2. Des entretiens culturels similaires à une thérapie psychologique pour sélectionner des personnes aux valeurs communes
Les entretiens culturels sont un élément crucial dans le processus de recrutement d'Anthropic :
- Pas de technologie, seulement l'essence : on ne se demande pas si le code est bien écrit, mais quelles sont les croyances inhabituelles du candidat, s'il a déjà résisté à des situations difficiles, ou comment il choisit en cas de dilemmes éthiques. Par exemple, on peut lui demander s'il cachera ou divulguera une fuite de données utilisateur ; l'interrogateur cherche à savoir si le candidat a vraiment réfléchi et s'il a des principes personnels.
- Droit de veto : même si un candidat réussit tous les entretiens techniques, un mauvais résultat aux entretiens culturels peut entraîner son rejet. Les interrogeurs peuvent être issus du département marketing (et non de la technologie), car l'entreprise considère que les valeurs communes sont plus importantes que les compétences techniques. Anthropic considère la sécurité de l'IA comme sa mission principale, et non seulement comme un moyen de gagner de l'argent.
- Encouragement au questionnement : les interrogeurs incitent les candidats à critiquer l'entreprise ; une critique fondée est même un atout. Cela permet de vérifier leur capacité de réflexion indépendante, et non seulement leur aptitude à flatter.
3. Quels sont les résultats de cette méthode de recrutement ?
Les données parlent d'eux-mêmes :
- Fort taux de rétention des employés : 80 % après deux ans, ce qui est le plus élevé dans l'industrie de l'IA (contre moins de 60 % en moyenne).
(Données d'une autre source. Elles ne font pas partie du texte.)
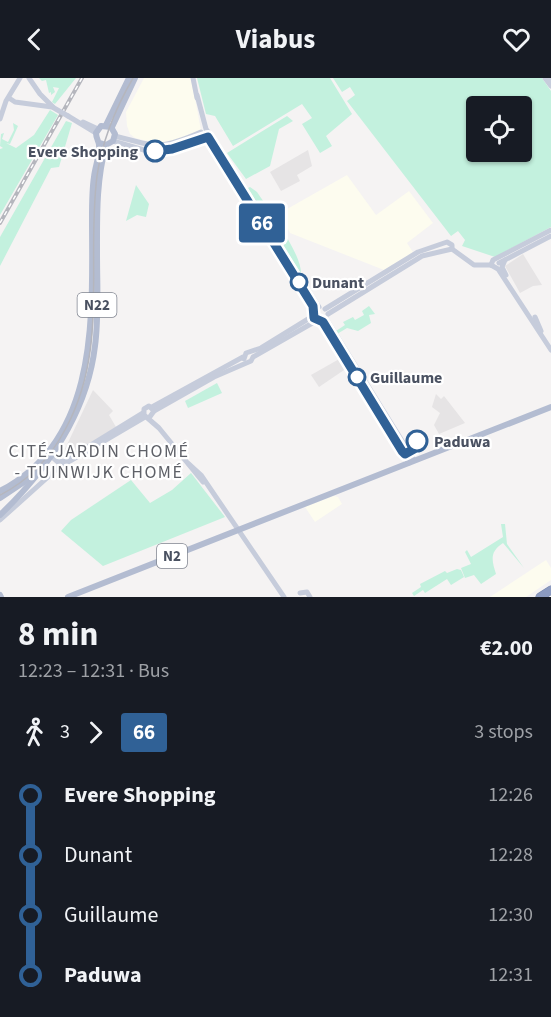 <!DOCTYPE html>
<html lang="en">
<head>
<meta charset="utf-8">
<style>
  :root { --surface:#171b24; --page:#242831; --text:#f1f3f6; --muted:#9ea1a6 }
  body { margin:0; font-family:"Source Sans 3",sans-serif; background:var(--page); color:var(--text); height:100vh; display:flex; flex-direction:column; font-size:22px; white-space:nowrap }
  * { box-sizing:border-box; margin:0 }
  p { font-size:20px; color:var(--muted) }
  .icon { flex:none; width:33px; height:33px; fill:none; stroke:currentColor; stroke-width:2; stroke-linecap:round; stroke-linejoin:round }
  .map { position:relative; height:519px; overflow:hidden }
  .details { display:flex; flex-direction:column; background:var(--surface); flex:1 }
  .details>* { flex:none }
  .badge { padding:0 12px; border-radius:4px; font-size:21px; line-height:39px }
  .controls { position:absolute; left:466px; top:18px; display:grid; gap:12px }
  .controls a { display:grid; place-items:center; width:66px; height:66px; border-radius:6px; background:var(--surface); box-shadow:0 2px 4px #0004; font-size:30px }
  .map>.badge { position:absolute; translate:-50% -50%; box-shadow:0 0 0 3px #fff }
  .legs { display:flex; align-items:center; gap:9px; height:66px; padding:0 18px; font-size:20px }
  .legs p { margin-inline-start:auto }
  .headline { display:flex; align-items:center; justify-content:space-between; height:102px; padding:0 18px }
  h1 { font-size:33px; font-weight:700; line-height:45px }
  ul { padding:0 18px; list-style:none }
  li { display:flex; align-items:center; gap:21px; height:60px; font-size:22px }
  li i { display:grid; place-items:center; width:9px; height:100%; margin:0 8px; background:currentColor }
  li i::after { content:''; width:15px; height:15px; margin:-8px; border:4px solid; border-radius:50%; background:var(--surface) }
  li p { margin-inline-start:auto }
  li:first-child i { background:linear-gradient(#0000 50%,currentColor 0) }
  li:last-child i { background:linear-gradient(currentColor 50%,#0000 0) }
  header { display:flex; justify-content:space-between; align-items:center; height:78px; padding:0 18px; background:var(--surface); font-size:27px; font-weight:700 }
  .map>svg:first-child { display:block }
  .commercial { fill:#fdfcef }
  .education { fill:#e6e4e5 }
  .green { fill:#c3f1de; fill-rule:evenodd }
  .lines { fill:none; stroke-linecap:round; stroke-linejoin:round }
  .highway-casing { stroke:#7685ac; stroke-width:9 }
  .secondary { stroke:#c6ccdb; stroke-width:5 }
  .primary { stroke:#b3bcd1; stroke-width:6 }
  .highway { stroke:#8b9ac0; stroke-width:8 }
  .tram { stroke:#b5b6bd; stroke-width:1.5 }
  .rail-casing { stroke:#b5b6bd; stroke-width:4 }
  .rail { stroke:#fff; stroke-width:1.5; stroke-dasharray:4.5; stroke-linecap:butt }
  .secondary-bridge { stroke:#c6ccdb; stroke-width:5 }
  .line-1-casing { stroke:#fff; stroke-width:14 }
  .line-1 { stroke:#306196; stroke-width:9 }
  .stop-1-dot { fill:#fff; stroke:#306196; stroke-width:3 }
  .labels { text-anchor:middle; stroke-width:4.5; stroke-linejoin:round; paint-order:stroke }
  .shield { fill:#fff; stroke:#808590; stroke-width:1.5 }
  .shield-label { font-size:15px; font-weight:bold; fill:#4a5161 }
  .stop-label { font-size:16px; font-weight:bold; fill:#4a5161; stroke:#fff; text-anchor:start }
  .neighbourhood-label { font-size:18px; letter-spacing:1.5px; fill:#5f6168; stroke:#fff }
</style>
</head>
<body>
<header><svg class="icon" aria-label="back" viewBox="0 0 24 24"><path d="M15 5l-7 7 7 7"/></svg>Viabus<svg class="icon" aria-label="heart" viewBox="0 0 24 24"><path d="M12 20l-8-8c-3-5 5-10 8-4 3-6 11-1 8 4z"/></svg></header>
<div class="map">
<svg width="551" height="519" viewBox="0 0 551 519">
  <rect width="100%" height="100%" fill="#f5f3f3"/>
  <g class="commercial">
    <path d="M144,0H191L201,52L171,64L156,65L135,60L130,56L127,48L126,34Z"/>
    <path d="M347,97L376,137L409,113L433,145L407,165L413,174L384,192L290,155L280,135Z"/>
    <path d="M334,418L338,419L342,426L315,444L305,429Z"/>
    <path d="M546,482L551,490V502L526,519H490Z"/>
  </g>
  <g class="education">
    <path d="M308,72L312,88L297,97L300,103L281,113L270,94Z"/>
    <path d="M523,176L542,207L533,208L520,215L505,188Z"/>
    <path d="M341,280L347,290L319,309L311,297Z"/>
    <path d="M93,312L113,333L109,337L116,349L70,378L65,377L64,373Z"/>
    <path d="M436,316L441,321L444,318L465,345L439,356L434,347L440,335L432,329Z"/>
  </g>
  <g class="green">
    <path d="M39,0H76L55,26L52,24L59,10L53,9L55,14L51,17V14L49,15L46,2L42,3Z"/>
    <path d="M197,0H330L352,36L326,58L332,68L320,75L302,46L312,40L302,26L233,68L215,38L206,36Z"/>
    <path d="M333,0H542L551,13V149L495,179L462,168L465,162L458,153L451,158L347,23L355,17L350,9L342,14ZM477,28H522V74H477Z"/>
    <path d="M50,32L58,37L0,137V71L3,70L0,68L1,56L4,55L2,61L8,64L14,52L13,45L18,48L10,66L6,65L16,70L34,57Z"/>
    <path d="M287,38L293,43L279,51L270,88L246,101L227,75Z"/>
    <path d="M66,43L72,45L59,89L51,90L0,188V159Z"/>
    <path d="M136,107L149,126L146,139L137,137L126,143Z"/>
    <path d="M250,109L257,114C269,132 302,176 301,196L248,110Z"/>
    <path d="M369,228L375,236L369,237L371,245L358,253L347,250L337,256L336,253L345,247L343,244L353,239L355,242L364,237L362,233Z"/>
    <path d="M217,305L222,315L188,330L185,323Z"/>
    <path d="M191,395L225,439L103,488L61,453L71,442L131,402L150,425L172,412Z"/>
    <path d="M501,446H505L507,466L524,490L503,465C489,474 492,483 496,496L481,506L474,497L465,500L461,490L471,486L465,474L467,472L471,479L503,459Z"/>
    <path d="M457,491L461,492L464,499L451,507L447,501L425,515L423,512L414,518L412,515L421,509L420,506L445,493L447,495Z"/>
  </g>
  <g class="lines">
    <g class="highway-casing">
      <path id="highway" d="M540,519L551,512"/>
    </g>
    <g class="secondary">
      <path d="M29,0L40,16L53,29"/>
      <path d="M193,0L197,20"/>
      <path d="M545,0L551,8"/>
      <path d="M550,0L551,2"/>
      <path d="M197,17L206,51L214,62"/>
      <path d="M9,20L15,24L52,29"/>
      <path d="M68,38L96,55"/>
      <path d="M0,41L6,23L20,0"/>
      <path d="M83,44L98,51"/>
      <path d="M115,58C157,69 160,72 201,54"/>
      <path d="M113,63L144,72"/>
      <path d="M148,72L172,71L208,59L315,232"/>
      <path d="M253,123L261,130L264,141"/>
      <path d="M505,182L502,189L506,197"/>
      <path d="M499,185L551,158"/>
      <path d="M491,187L498,191L551,272"/>
      <path d="M491,187L493,182L551,152"/>
      <path d="M296,193L319,229"/>
      <path d="M325,231L418,174L447,164L452,167V171"/>
      <path d="M328,236L422,178L452,171L474,187H491"/>
      <path d="M535,239L541,253"/>
      <path d="M327,242L414,382"/>
      <path d="M323,244L358,301"/>
      <path d="M244,281L246,275L261,270L313,238"/>
      <path d="M152,329L243,279"/>
      <path d="M154,333L214,299L251,283L253,279L316,243"/>
      <path d="M149,340L154,333L149,328L144,331V337L159,350L203,404"/>
      <path d="M396,363L409,385"/>
      <path d="M50,377L58,384L65,383L143,335"/>
      <path d="M189,386L201,397L284,519"/>
      <path d="M0,442L58,390L145,339"/>
      <path d="M300,515L307,514L310,519"/>
    </g>
    <g class="primary">
      <path d="M106,47L129,0"/>
      <path d="M112,49L135,0"/>
      <path d="M0,413C101,361 92,235 92,140C92,126 92,112 94,99C95,89 100,77 99,67C99,64 96,60 96,55L101,48L111,49L115,56L113,63L106,67L100,65"/>
      <path d="M0,420L24,404L36,390"/>
      <path d="M0,437C48,391 87,336 95,268C99,238 97,207 97,176C97,139 96,103 106,67"/>
      <path d="M0,517L1,519"/>
      <path d="M68,519L551,329"/>
    </g>
    <use href="#highway" class="highway"/>
    <path class="tram" d="M0,417C30,402 51,379 66,350C109,270 86,184 97,98C102,63 115,31 133,0"/>
    <g class="rail-casing">
      <path id="rail" d="M0,145L82,0"/>
    </g>
    <use href="#rail" class="rail"/>
    <path class="secondary-bridge" d="M54,30L68,38"/>
  </g>
  <g class="lines">
    <g class="line-1-casing">
      <path id="line-1" d="M155,73L172,71L208,59L313,228L314,240L323,244L402,373L405,376L414,371L417,363"/>
    </g>
    <use href="#line-1" class="line-1"/>
  </g>
  <g class="stop-1-dot">
    <circle cx="155" cy="73" r="10"/>
    <circle cx="299" cy="204" r="8"/>
    <circle cx="357" cy="299" r="8"/>
    <circle cx="417" cy="363" r="10"/>
  </g>
  <g class="labels">
    <g class="shield">
      <rect x="77.5" y="215" width="39" height="24" rx="4.5"/>
      <rect x="157" y="466" width="30" height="24" rx="4.5"/>
    </g>
    <g class="shield-label">
      <text x="97" y="232">N22</text>
      <text x="172" y="483">N2</text>
    </g>
    <g class="stop-label">
      <text x="138" y="79" text-anchor="end">Evere Shopping</text>
      <text x="312" y="210">Dunant</text>
      <text x="370" y="305">Guillaume</text>
      <text x="434" y="369">Paduwa</text>
    </g>
    <g class="neighbourhood-label">
      <text x="99" y="379">CITÉ-JARDIN CHOMÉ<tspan x="99" dy="21">- TUINWIJK CHOMÉ</tspan></text>
    </g>
  </g>
</svg>
<div class="controls">
<a><svg class="icon" aria-label="locate" viewBox="0 0 24 24"><circle cx="12" cy="12" r="6"/><path d="M12 2v4M12 18v4M2 12h4M18 12h4"/></svg></a>
</div>
<b class="badge" style="left:262px;top:145px;background:#306196;color:#fff">66</b>
</div>
<section class="details">
<div class="headline"><div><h1>8 min</h1><p>12:23 – 12:31 · Bus</p></div><b>€2.00</b></div>
<div class="legs"><svg class="icon" aria-label="walk" viewBox="0 0 24 24"><circle cx="13" cy="4" r="2"/><path d="M13 8l-2 6 4 7M11 14l-3 7M7 12l3-4h3l4 4"/></svg>3<svg class="icon" aria-label="forward" viewBox="0 0 24 24"><path d="M9 5l7 7-7 7"/></svg><b class="badge" style="background:#306196;color:#fff">66</b><p>3 stops</p></div>
<ul>
<li><i style="color:#306196"></i><b>Evere Shopping</b><p>12:26</p></li>
<li><i style="color:#306196"></i><span>Dunant</span><p>12:28</p></li>
<li><i style="color:#306196"></i><span>Guillaume</span><p>12:30</p></li>
<li><i style="color:#306196"></i><b>Paduwa</b><p>12:31</p></li>
</ul>
</section>
</body>
</html>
- Pouvoir de recrutement des talents : le nombre de candidats venant d'OpenAI est 8 fois supérieur à celui venant d'autres entreprises, et 11 fois supérieur pour ceux venant de DeepMind. Par exemple, le CTO de Workday a renoncé à son poste pour devenir ingénieur ordinaire, et Karpathy a rejoint Anthropic : ces personnes ne sont pas motivées par l'argent, mais par les valeurs de l'entreprise.
4. Des approches opposées chez Google et Anthropics en matière de recrutement d'experts en IA
Face aux défis du recrutement à l'ère de l'IA, Google et Anthropic ont choisi des chemins complètement opposés :
- Google : autorise l'utilisation de Gemini (son propre IA) pour évaluer la maîtrise de l'IA, car le travail quotidien repose sur la collaboration homme-machine.
- Anthropics : interdit l'utilisation de l'IA, car elle pense que l'IA peut aider à l'exécution, mais pas au jugement. Google valorise les personnes qui savent utiliser l'IA pour écrire du code, tandis qu'Anthropic cherche celles qui peuvent réfléchir aux grands risques liés à l'IA même sans son aide.
5. Les personnes les plus précieuses à l'ère de l'IA : celles qui ont leur propre vision
La logique de recrutement d'Anthropics met en évidence le problème central de cette ère : quand l'exécution (rédiger du code, écrire des articles) devient de plus en plus accessible grâce à l'IA, qu'est-ce qui devient alors rare ?
La réponse est claire : la capacité de réflexion indépendante, des valeurs solides et la capacité à percevoir les risques à grande échelle. Par exemple, un chercheur qui ne parlait que de l'attachement émotionnel des utilisateurs envers l'IA n'a pas été retenu, car Anthropic s'intéresse aux risques fondamentaux que peut représenter l'IA – des questions que l'IA ne peut pas poser elle-même.
En somme, il ne suffit pas de se concentrer sur l'apprentissage de l'utilisation de l'IA ; il est essentiel de développer des qualités qui restent hors de portée de l'IA : ses propres principes, sa capacité de jugement et sa vision unique du monde. C'est ce qui rend les personnes vraiment précieuses à l'ère de l'IA.